- **What you are asked to do**
Please copy out each line of the entries in which "lists" appears.

- **Saved entries**
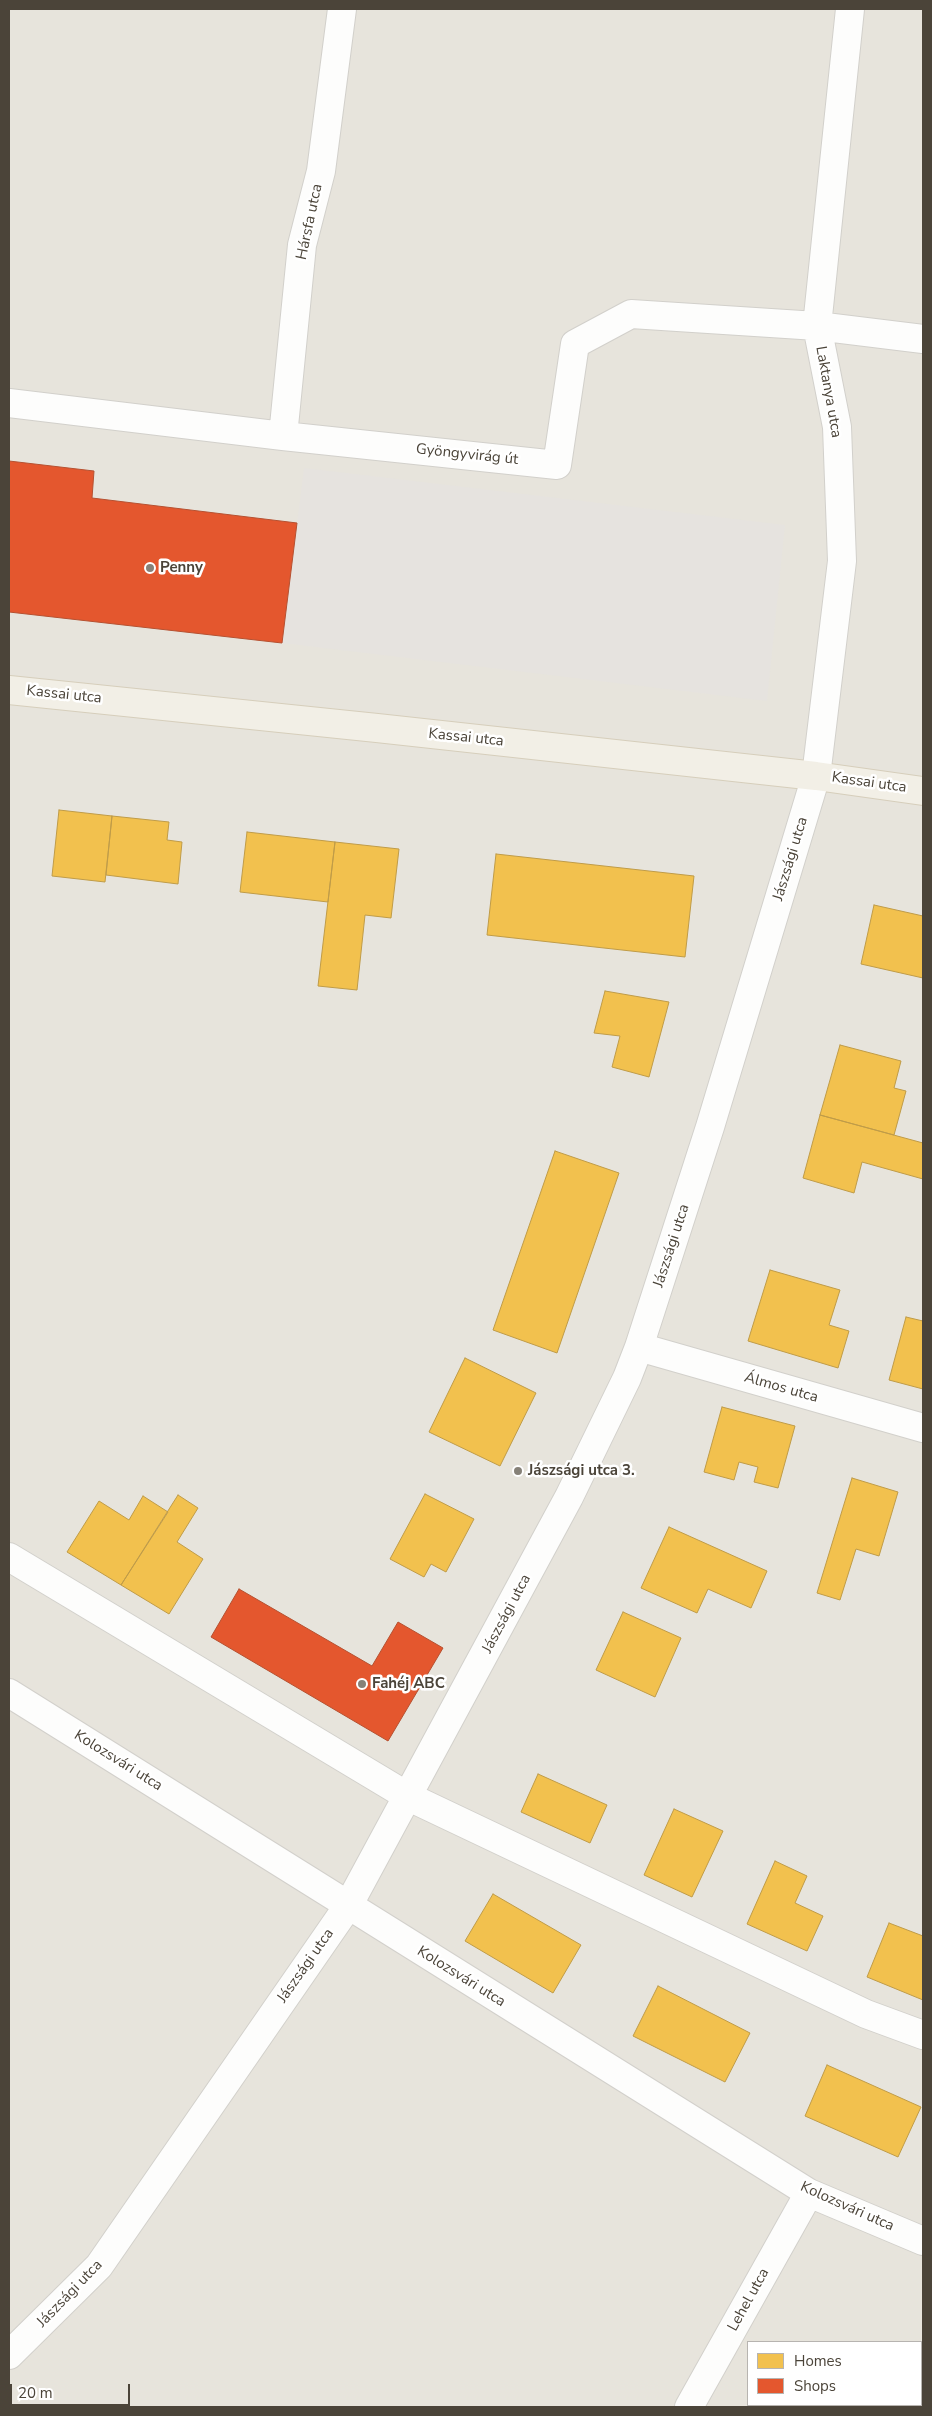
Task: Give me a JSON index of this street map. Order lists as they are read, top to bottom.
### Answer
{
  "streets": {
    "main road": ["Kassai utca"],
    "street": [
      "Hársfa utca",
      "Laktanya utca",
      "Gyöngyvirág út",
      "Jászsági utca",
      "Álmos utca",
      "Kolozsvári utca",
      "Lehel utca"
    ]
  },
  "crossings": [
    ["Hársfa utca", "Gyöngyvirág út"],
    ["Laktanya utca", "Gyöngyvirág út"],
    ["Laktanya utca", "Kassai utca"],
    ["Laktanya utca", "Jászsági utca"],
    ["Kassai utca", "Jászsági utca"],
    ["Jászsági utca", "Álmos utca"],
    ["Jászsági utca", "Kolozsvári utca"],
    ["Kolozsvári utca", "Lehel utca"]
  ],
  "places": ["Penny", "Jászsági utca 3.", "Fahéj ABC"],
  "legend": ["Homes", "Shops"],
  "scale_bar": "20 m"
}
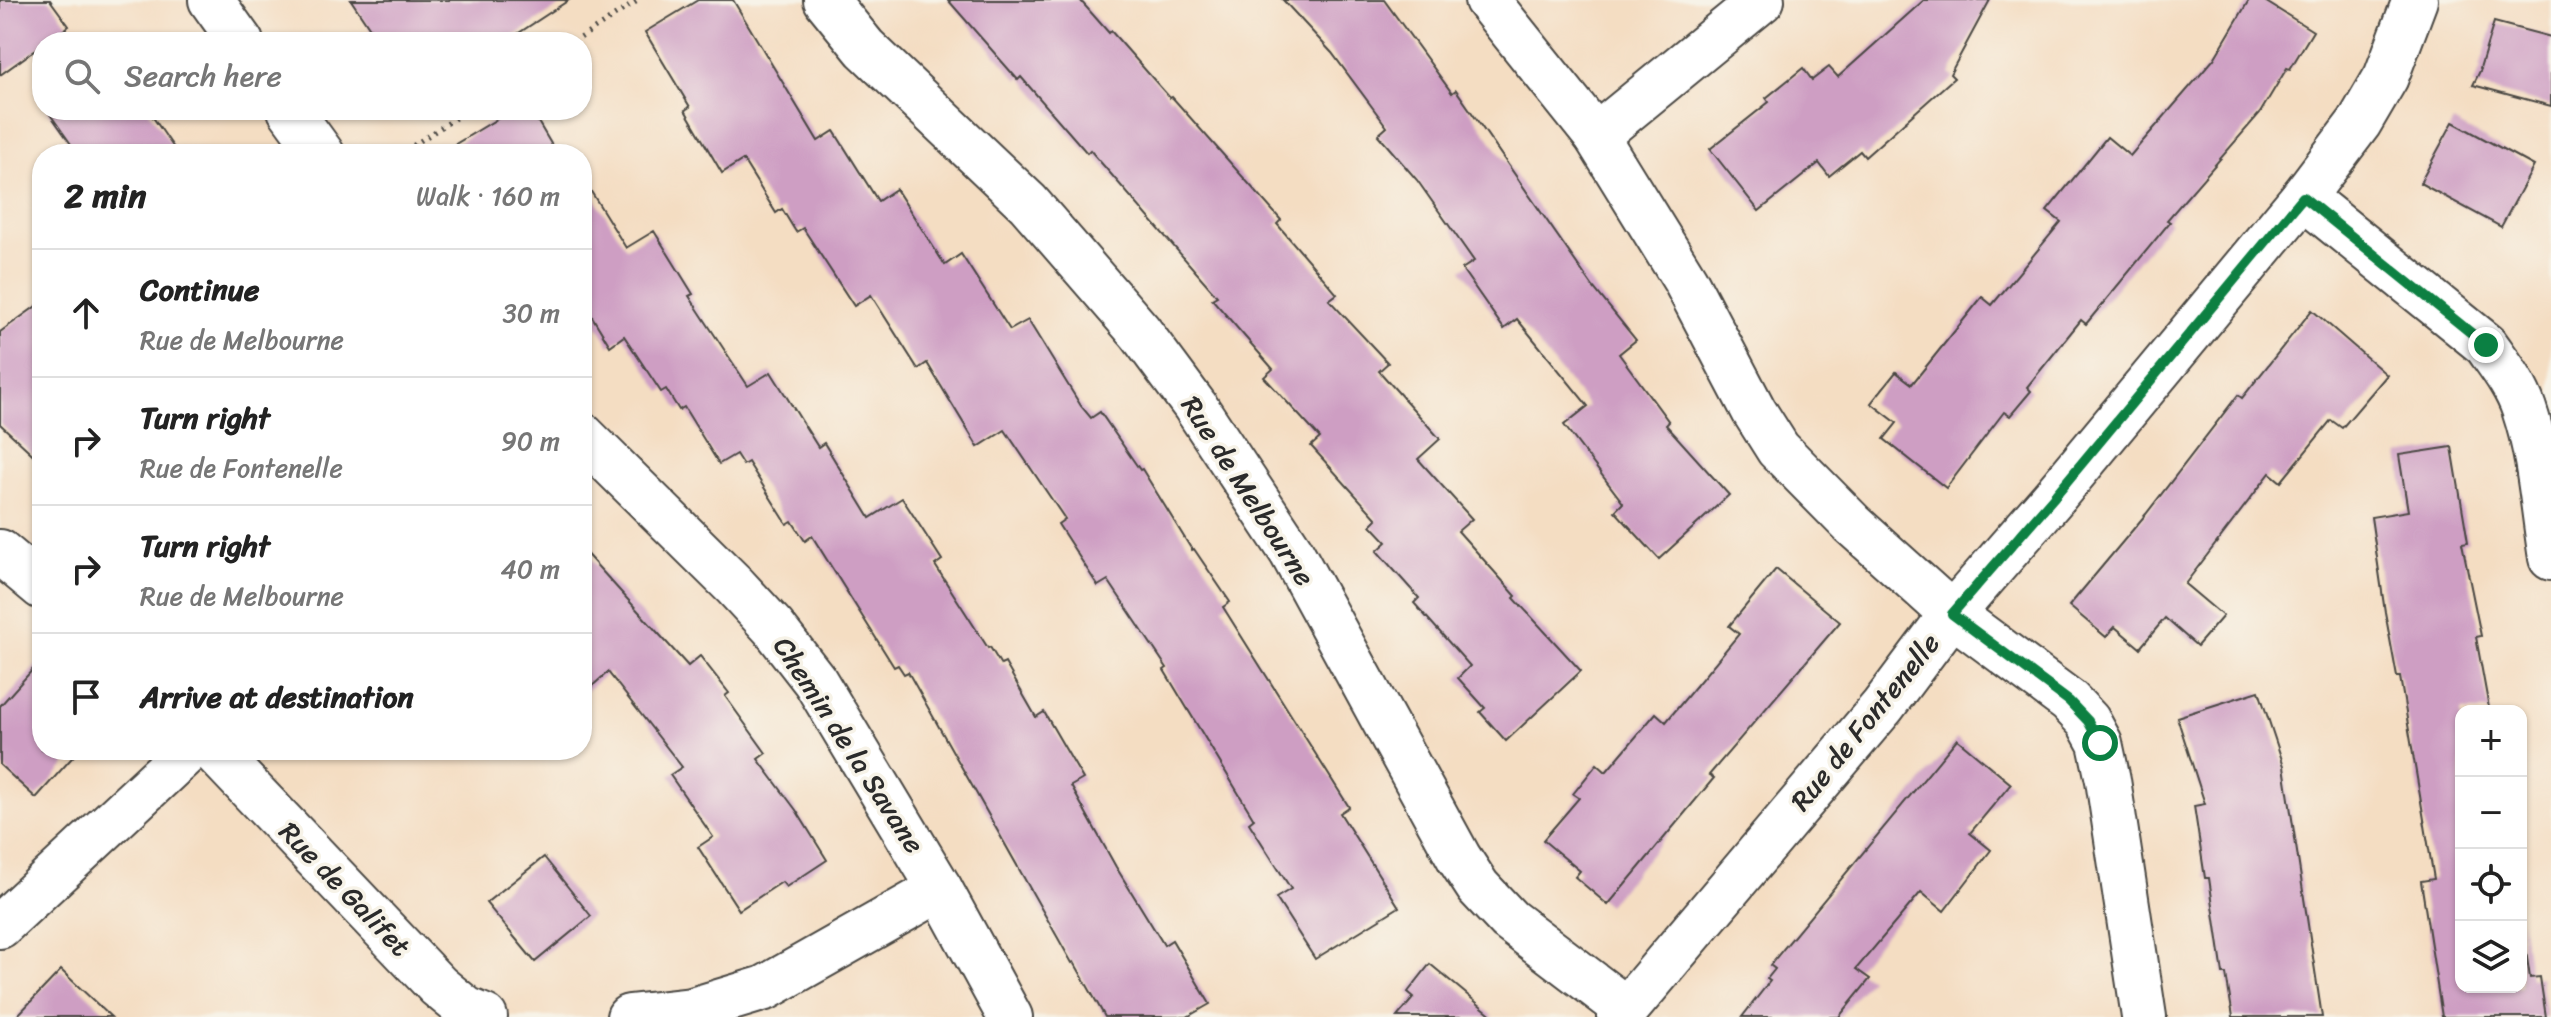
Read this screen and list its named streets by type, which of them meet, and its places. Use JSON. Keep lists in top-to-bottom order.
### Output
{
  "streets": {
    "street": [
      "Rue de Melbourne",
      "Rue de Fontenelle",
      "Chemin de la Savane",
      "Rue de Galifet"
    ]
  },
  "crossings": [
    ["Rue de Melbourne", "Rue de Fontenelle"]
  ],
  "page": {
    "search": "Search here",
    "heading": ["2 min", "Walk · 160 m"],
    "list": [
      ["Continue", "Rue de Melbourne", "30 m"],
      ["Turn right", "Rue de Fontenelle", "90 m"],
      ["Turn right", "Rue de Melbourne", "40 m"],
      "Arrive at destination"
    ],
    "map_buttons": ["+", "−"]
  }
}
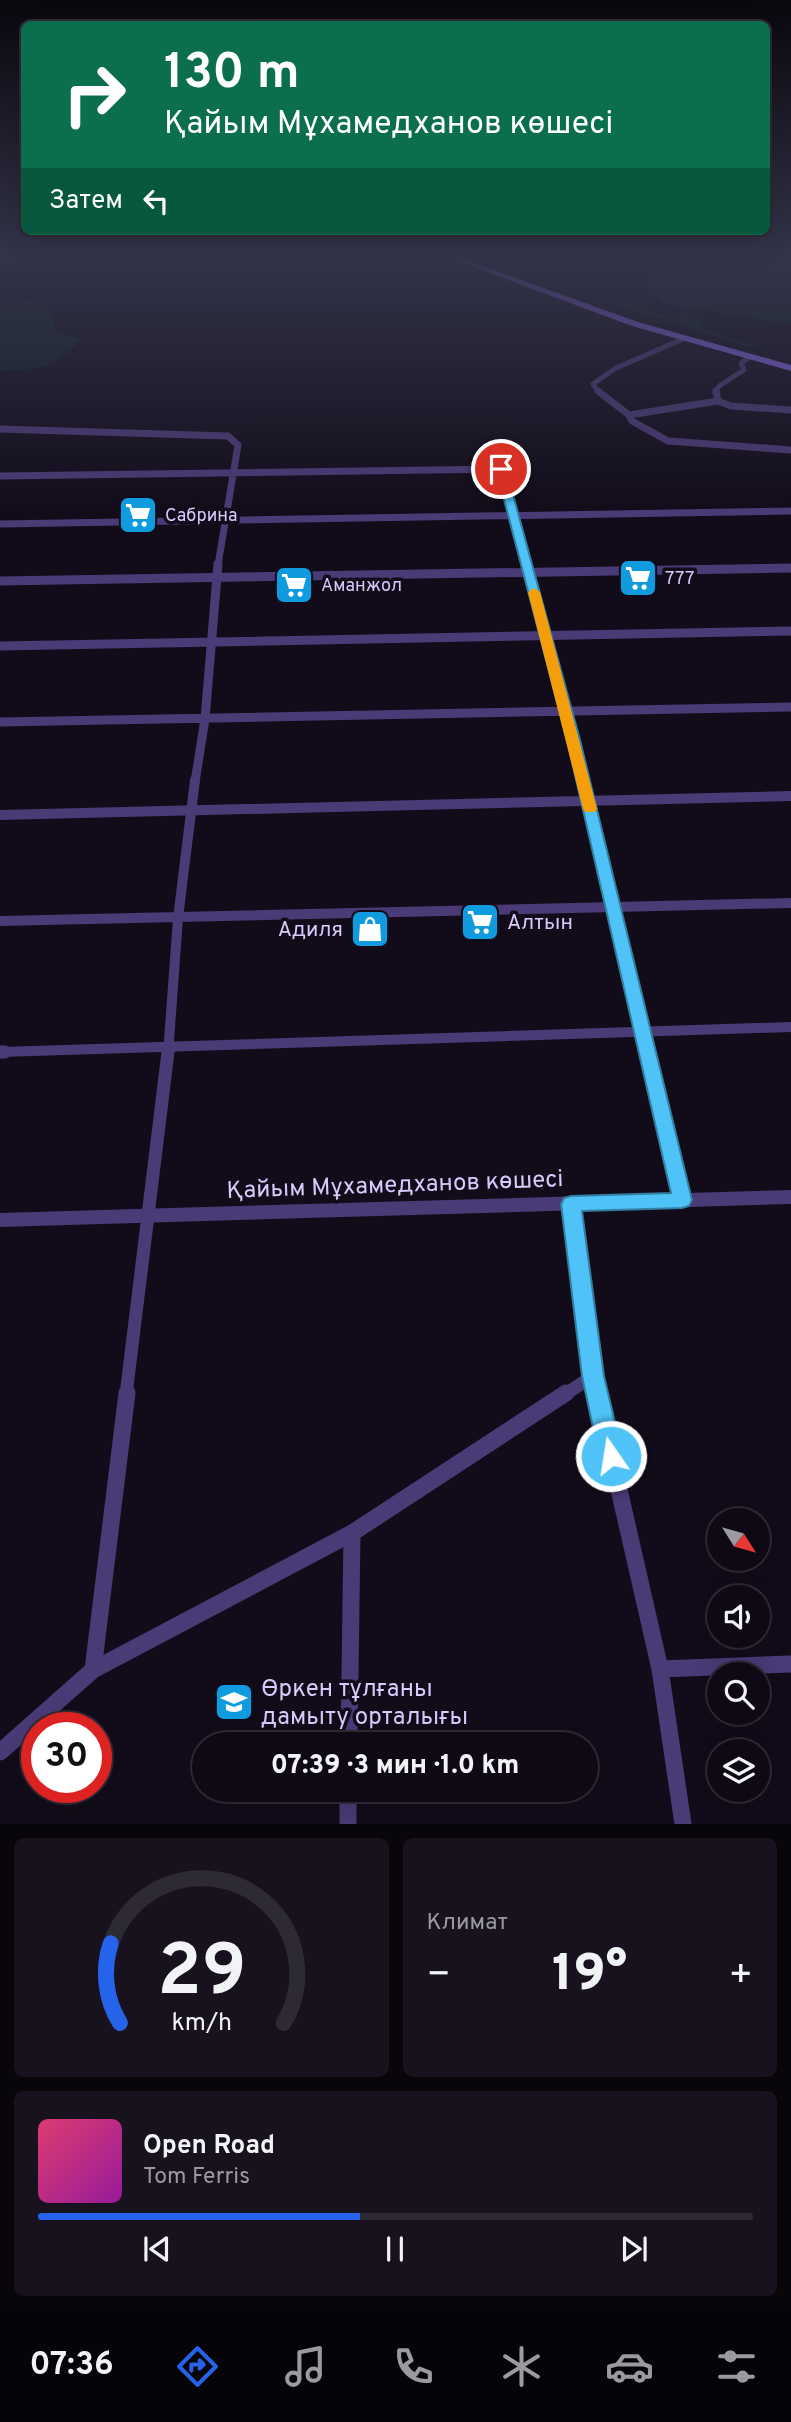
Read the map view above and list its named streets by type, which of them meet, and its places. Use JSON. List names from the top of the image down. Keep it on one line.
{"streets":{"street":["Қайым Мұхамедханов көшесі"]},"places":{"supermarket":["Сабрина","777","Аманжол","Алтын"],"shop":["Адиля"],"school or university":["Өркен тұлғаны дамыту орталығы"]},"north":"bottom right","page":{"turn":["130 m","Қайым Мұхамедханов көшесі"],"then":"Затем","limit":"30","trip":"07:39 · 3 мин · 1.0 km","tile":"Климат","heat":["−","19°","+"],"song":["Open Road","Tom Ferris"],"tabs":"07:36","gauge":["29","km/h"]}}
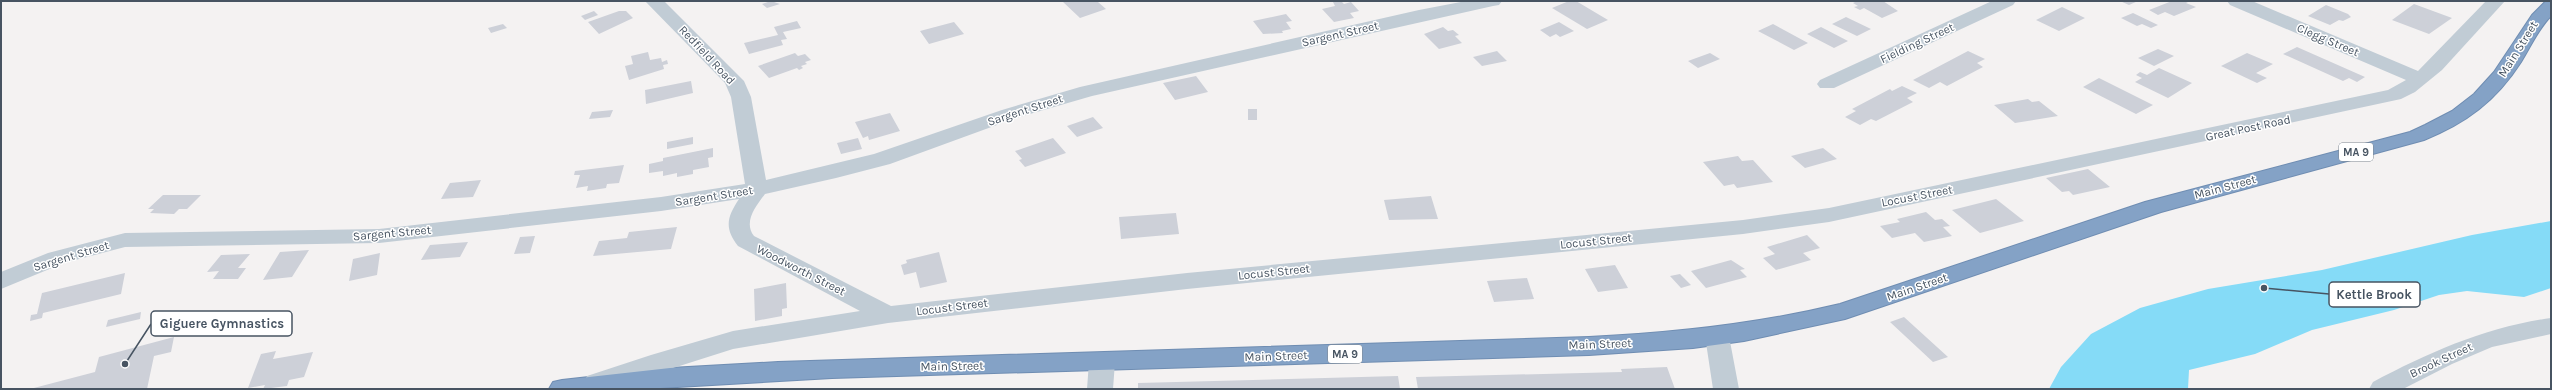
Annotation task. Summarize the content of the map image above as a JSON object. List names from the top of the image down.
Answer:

- **Solution to this task**
Task: Give me a JSON index of this street map. Order lists as they are read, top to bottom.
Read this screen and list its named streets by type, which of them meet, and its places. Use JSON. Keep lists in top-to-bottom order.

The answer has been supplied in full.